Gall rinsed through her mouth as she rose to lead them into her screening room where, despite the newness of the movie and the unchallenging food many of the guests promptly fell asleep.

Barefoot sat in the dark nursing an annoyance which rose to fury, and then the fear that he was losing the collection after all.

“Fuck!” he whispered.

“Pardon?” said Sarah who really had read about the movie in the monthly magazines she used to break up her days.

“Quiet!” came a hissing.

The lights over the cases having dimmed, the movie continued.

A Roman agita gripped Ransom who slumped lower in his chair. After a brief restorative nap, he looked around and decided he really must splash some water on his face.

Harriet, who always sat in her uncomfortable Orkney Island chair in the back near the door was waiting to make her move.
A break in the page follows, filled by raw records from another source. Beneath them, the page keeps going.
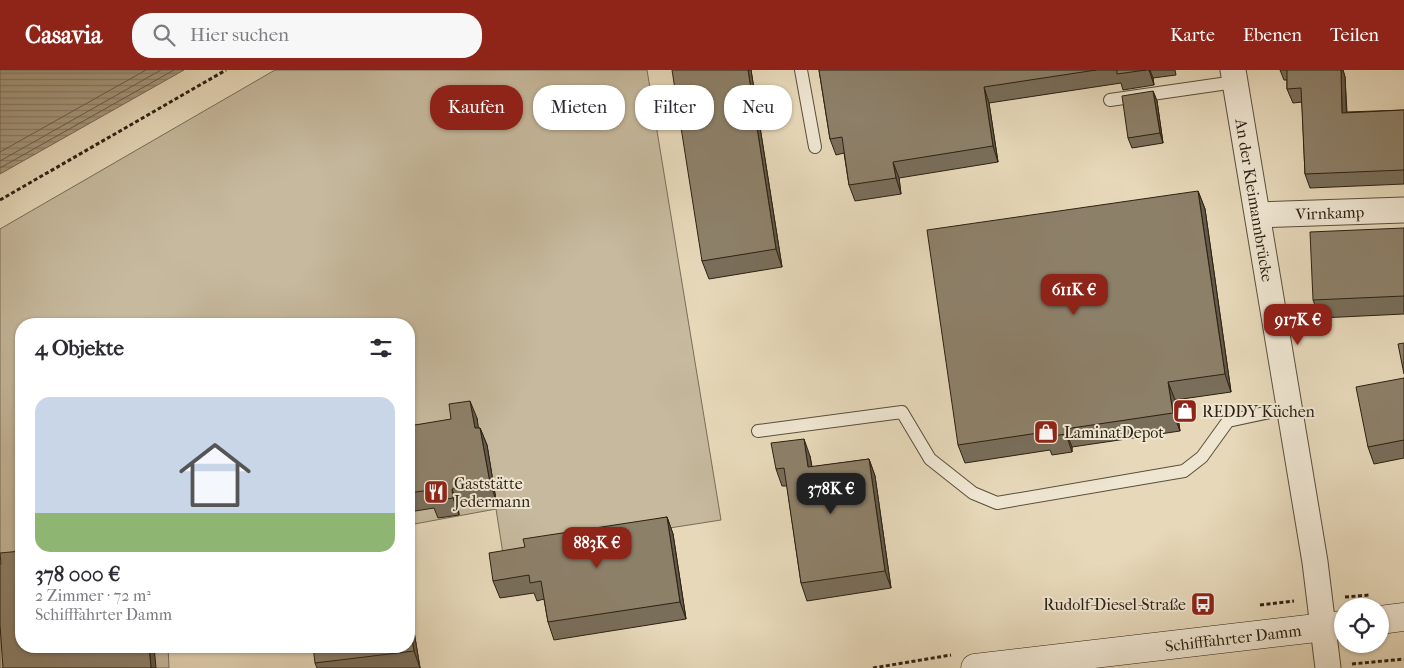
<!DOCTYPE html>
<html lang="de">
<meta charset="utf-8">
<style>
:root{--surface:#fff;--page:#f7f7f7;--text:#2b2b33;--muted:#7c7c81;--accent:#8f2418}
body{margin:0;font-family:"IM FELL French Canon",serif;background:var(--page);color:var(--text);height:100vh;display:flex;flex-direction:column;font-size:19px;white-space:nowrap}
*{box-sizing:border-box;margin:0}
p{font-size:16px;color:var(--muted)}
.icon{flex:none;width:28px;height:28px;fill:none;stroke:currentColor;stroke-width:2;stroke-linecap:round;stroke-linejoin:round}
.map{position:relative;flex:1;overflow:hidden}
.side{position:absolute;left:15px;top:248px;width:400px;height:335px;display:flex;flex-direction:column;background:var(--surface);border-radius:20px;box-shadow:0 1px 4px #0004}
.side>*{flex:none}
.guide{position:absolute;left:430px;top:15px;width:475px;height:45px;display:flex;gap:10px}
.controls{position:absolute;left:1334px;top:528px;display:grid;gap:10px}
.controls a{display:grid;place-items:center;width:55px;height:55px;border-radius:50%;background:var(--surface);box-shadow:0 1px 4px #0004;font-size:25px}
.price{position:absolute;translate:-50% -42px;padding:0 11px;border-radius:10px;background:var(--accent);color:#fff;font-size:16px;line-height:32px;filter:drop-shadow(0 1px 2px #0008)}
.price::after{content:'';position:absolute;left:50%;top:30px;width:15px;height:11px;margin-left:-8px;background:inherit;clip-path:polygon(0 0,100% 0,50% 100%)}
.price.current{background:#222;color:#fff}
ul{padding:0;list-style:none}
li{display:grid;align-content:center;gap:10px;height:265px;padding:0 20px}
li span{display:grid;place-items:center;height:155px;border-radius:15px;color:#555}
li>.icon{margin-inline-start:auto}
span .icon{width:90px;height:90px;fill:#fffc;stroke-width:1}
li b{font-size:21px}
h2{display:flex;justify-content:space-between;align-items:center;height:60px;padding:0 20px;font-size:21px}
.pill{padding:0 18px;border-radius:20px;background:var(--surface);box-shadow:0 1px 4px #0004;font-size:18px;line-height:45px}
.pill.current{background:var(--accent);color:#fff}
header{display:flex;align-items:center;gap:30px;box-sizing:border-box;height:70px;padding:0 25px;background:var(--accent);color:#fff}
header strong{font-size:24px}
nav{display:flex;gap:28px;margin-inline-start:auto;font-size:18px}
.search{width:350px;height:45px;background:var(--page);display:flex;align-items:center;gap:12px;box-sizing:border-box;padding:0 18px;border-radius:20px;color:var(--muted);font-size:19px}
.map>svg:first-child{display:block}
.park{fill:#c6b99d;stroke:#796d58}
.water{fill:url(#water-rules);stroke:#766a54}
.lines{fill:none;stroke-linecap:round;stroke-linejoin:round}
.shore{stroke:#6a5e49;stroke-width:1}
.service-casing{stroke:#5a4f3c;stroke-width:14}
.minor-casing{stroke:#5a4f3c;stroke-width:27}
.secondary-casing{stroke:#2c2112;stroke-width:29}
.path{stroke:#2c2112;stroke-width:3;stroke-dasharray:4 2.5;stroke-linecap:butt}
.service{stroke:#efe6d2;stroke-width:12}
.minor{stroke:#efe6d2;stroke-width:25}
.secondary{stroke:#efe6d2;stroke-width:28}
.wall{fill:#796e5a;stroke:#2c2112}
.shaded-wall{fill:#635a4a;stroke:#2c2112}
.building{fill:#8d8069;stroke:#2c2112}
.labels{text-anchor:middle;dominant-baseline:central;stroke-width:4;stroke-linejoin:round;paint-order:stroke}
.street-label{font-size:16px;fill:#2c2112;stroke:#efe6d2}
.poi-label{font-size:16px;fill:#2c2112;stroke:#efe6d2;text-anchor:start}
</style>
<header>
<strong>Casavia</strong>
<div class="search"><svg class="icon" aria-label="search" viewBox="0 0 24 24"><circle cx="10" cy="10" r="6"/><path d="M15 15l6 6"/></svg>Hier suchen</div>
<nav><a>Karte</a><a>Ebenen</a><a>Teilen</a></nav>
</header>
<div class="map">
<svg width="1404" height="598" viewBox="0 0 1404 598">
<defs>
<pattern id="water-rules" width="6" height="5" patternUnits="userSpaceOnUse" patternTransform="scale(1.25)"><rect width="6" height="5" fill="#a79a80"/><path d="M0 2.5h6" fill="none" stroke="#887d67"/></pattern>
</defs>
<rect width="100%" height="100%" fill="#e6d8b9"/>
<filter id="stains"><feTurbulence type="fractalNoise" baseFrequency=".004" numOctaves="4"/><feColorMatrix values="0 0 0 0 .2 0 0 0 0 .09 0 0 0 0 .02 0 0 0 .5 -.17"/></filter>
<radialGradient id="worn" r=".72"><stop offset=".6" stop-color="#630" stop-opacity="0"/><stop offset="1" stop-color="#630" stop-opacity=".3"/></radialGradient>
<!-- park -->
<path class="park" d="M275 0H647L721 450 503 484 496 439 409 455V254H21V576H168L169 598H0V159Z"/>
<!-- water -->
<path class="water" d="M0 0H184L0 104Z"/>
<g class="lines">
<!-- shore -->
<path class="shore" d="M0 82 146 0
M0 91 161 0
M0 98 174 0"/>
<defs>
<path id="service" d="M801 0 815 77
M1110 30 1235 12
M758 361 902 342 930 389 973 423 997 433 1184 401 1202 387 1228 351 1288 338"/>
<g id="minor">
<path id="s1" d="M1233 0 1315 492 1328 598"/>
<path id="s2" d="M1258 145 1404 140"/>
</g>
<g id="secondary">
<path d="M1380 550 1404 547"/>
<path id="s3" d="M975 598 1342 555"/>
</g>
</defs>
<!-- service casing -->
<use href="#service" class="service-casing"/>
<!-- minor casing -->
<use href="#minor" class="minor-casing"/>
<!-- secondary casing -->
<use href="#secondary" class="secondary-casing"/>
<!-- path -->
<path class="path" d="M0 130 226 0
M1345 527 1369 525
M1260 535 1294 531
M1352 594 1404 589
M873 598 951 585"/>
<!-- service -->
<use href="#service" class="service"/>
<!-- minor -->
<use href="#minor" class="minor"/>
<!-- secondary -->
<use href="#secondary" class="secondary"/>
</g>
<!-- wall -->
<path class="wall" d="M751 0 782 197 709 209 702 191Z
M819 0H1175L1176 5 1153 8 1154 15 1123 20 1121 13 989 33 998 92 899 108 901 124 855 131 849 115 844 83 836 85 830 69Z
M1280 0H1343L1345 7 1347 42 1404 40V114L1310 118 1305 104 1302 32 1293 33 1287 19V10H1284Z
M1153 21 1157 31 1163 73 1132 78 1128 68Z
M1198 121 1205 139 1231 322 1175 330 1180 361 1072 377V382L1052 385 1050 380 965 393 958 375Z
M1404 158V244L1320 248 1313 230Z
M1404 308V388L1374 394 1368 377Z
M477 348 478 358H480L487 375 496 430 458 436 459 445 438 448 434 438 409 442V356Z
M810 386 812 397 869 389 875 406 891 518 807 531 801 513 787 416H782L776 399Z
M667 447 673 464 686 549 554 570 548 552 544 529 537 531 534 523 500 528 493 511 525 477Z
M409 531 420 598H317L315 593 409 576Z"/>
<!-- shaded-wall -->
<path class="shaded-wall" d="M748 0H751L782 197 776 179Z
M1149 0H1150L1153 8 1154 15Z
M1341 0H1343L1345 7 1347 57 1342 43Z
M984 17 989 33 998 92 993 76Z
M1153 21 1157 31 1163 73 1160 63Z
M893 92 899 108 901 124 896 108Z
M1198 121 1205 139 1231 322 1225 304Z
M1168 312 1175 330 1180 361 1173 343Z
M470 331 477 348 481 376 475 358Z
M480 358 487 375 496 430 490 413Z
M1065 359 1072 377V382L1066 364Z
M804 369 810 386 815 415 808 397Z
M869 389 875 406 891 518 885 501Z
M452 419 458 436 459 445 453 428Z
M667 447 673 464 686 549 680 532Z
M409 531 420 598 414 581 409 552Z
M149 576H154L156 598H151Z"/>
<!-- building -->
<path class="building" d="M672 0H748L776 179 702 191Z
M819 0H1096L984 17 993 76 893 92 896 108 849 115 842 67 830 69Z
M1117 0H1146L1117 4Z
M1287 0H1341L1342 43 1404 40V100L1305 104 1301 18 1287 19Z
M1153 21 1160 63 1128 68 1122 26Z
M1198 121 1225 304 1168 312 1173 343 1065 359 1066 364 1046 367 1045 362 958 375 927 160Z
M1404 158V226L1313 230 1310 162Z
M1404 273V304L1398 274Z
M1404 308V370L1368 377 1356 317Z
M470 331 475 358H480L490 413 452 419 453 428 432 431 430 420 409 423V356L451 349 449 334Z
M804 369 808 397 869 389 885 501 801 513 784 398 776 399 771 373Z
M667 447 680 532 548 552 541 511 530 513 529 505 493 511 489 483 525 477 523 469Z
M21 481V576H149L151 598H3L0 555V494H1L0 483Z
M409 552 414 581 315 593 313 576H409Z"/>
<!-- icons -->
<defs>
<symbol id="shop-square" viewBox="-11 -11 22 22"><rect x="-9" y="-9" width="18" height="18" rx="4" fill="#8f2418" stroke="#efe6d2"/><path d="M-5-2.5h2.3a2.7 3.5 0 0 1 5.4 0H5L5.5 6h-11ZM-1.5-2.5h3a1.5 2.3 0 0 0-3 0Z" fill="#fff"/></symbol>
<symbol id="restaurant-square" viewBox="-11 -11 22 22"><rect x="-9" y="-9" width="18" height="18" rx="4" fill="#8f2418" stroke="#efe6d2"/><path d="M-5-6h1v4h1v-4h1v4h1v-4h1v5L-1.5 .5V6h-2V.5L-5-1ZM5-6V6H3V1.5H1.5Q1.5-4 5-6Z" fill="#fff"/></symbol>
<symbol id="bus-square" viewBox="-11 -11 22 22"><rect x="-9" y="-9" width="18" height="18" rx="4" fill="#8f2418" stroke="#efe6d2"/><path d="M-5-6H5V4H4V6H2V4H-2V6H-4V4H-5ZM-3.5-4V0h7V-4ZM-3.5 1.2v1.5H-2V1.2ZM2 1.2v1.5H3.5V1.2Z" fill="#fff"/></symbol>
</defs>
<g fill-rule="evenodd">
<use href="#shop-square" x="1171" y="327" width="28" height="28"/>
<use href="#shop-square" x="1032" y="348" width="28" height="28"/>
<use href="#restaurant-square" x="422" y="408" width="28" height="28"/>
<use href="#bus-square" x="1189" y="520" width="28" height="28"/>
</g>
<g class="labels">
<!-- street labels -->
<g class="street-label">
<text stroke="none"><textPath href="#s1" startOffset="132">An der Kleimannbrücke</textPath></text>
<text stroke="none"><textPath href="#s2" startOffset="72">Virnkamp</textPath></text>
<text stroke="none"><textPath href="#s3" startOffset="260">Schifffahrter Damm</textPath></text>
</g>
<!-- poi labels -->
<g class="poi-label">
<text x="1202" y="341">REDDY Küchen</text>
<text x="1064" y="362">LaminatDepot</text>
<text x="454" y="413">Gaststätte<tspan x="454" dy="18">Jedermann</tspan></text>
<text x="1186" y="534" text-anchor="end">Rudolf-Diesel-Straße</text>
</g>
</g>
<rect width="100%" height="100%" filter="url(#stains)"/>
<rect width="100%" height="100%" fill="url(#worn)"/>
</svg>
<div class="controls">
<a><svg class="icon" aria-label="locate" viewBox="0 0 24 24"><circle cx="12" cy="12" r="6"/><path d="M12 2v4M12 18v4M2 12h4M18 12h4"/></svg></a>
</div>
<b class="price" style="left:1074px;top:246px">611K €</b>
<b class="price" style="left:1298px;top:276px">917K €</b>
<b class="price current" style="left:831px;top:445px">378K €</b>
<b class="price" style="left:597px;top:499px">883K €</b>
<div class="guide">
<a class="pill current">Kaufen</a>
<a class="pill">Mieten</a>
<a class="pill">Filter</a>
<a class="pill">Neu</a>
</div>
<section class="side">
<h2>4 Objekte<svg class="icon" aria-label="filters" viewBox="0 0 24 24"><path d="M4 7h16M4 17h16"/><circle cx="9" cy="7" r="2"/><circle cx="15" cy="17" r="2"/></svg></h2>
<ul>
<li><span style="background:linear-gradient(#c9d6e8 75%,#8fb573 0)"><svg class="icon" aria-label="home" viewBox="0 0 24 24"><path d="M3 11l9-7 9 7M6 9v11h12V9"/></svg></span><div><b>378 000 €</b><p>2 Zimmer · 72 m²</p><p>Schifffahrter Damm</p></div></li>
</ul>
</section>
</div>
This was her favorite part of these evenings, almost as much fun as watching the curator’s face as he hovered over the sphinx. She heard and felt the small stirrings of the older crowd, her dear friends trying to understand the two cowboys in love.

Better than outbidding someone richer or a museum, better than getting a shady dealer to lower his price again, was this, her little private game. Though she thought of the little gods and broken bits as her progeny, they had not proved to be enough and, thus, the secret collection in the vault in her closet, the lineup of little feminine objects, worthless to all but her. Her souvenirs, as she thought of them, her secret from Russell, who would have been appalled. Good.

Now was the time. Silently she slipped from the room.

She heard the help cleaning up in the kitchen and knew Ramone was with them, his tuneless voice lifted in after party song.

She tiptoed to the rosewood cases, looked at the purses, and chose a pale green lizard one, quite worn. She had no idea whose purse it was nor did it matter. She took it down and opened it and took out a lipstick, put it back and removed a silver edged comb. Yes, that would do.

Then slowly, at a scuffling sound from the doorway, she turned.

It was Barefoot on his silent maroon shoes. Barefoot, with his curator’s eye. Barefoot, now daring to smile his alligator smile for he knew, if he behaved, the Karp collection someday would be his.

“Goodnight,” he whispered and bent to kiss her dry old hand, folded hard around Sarah’s silver-edged comb.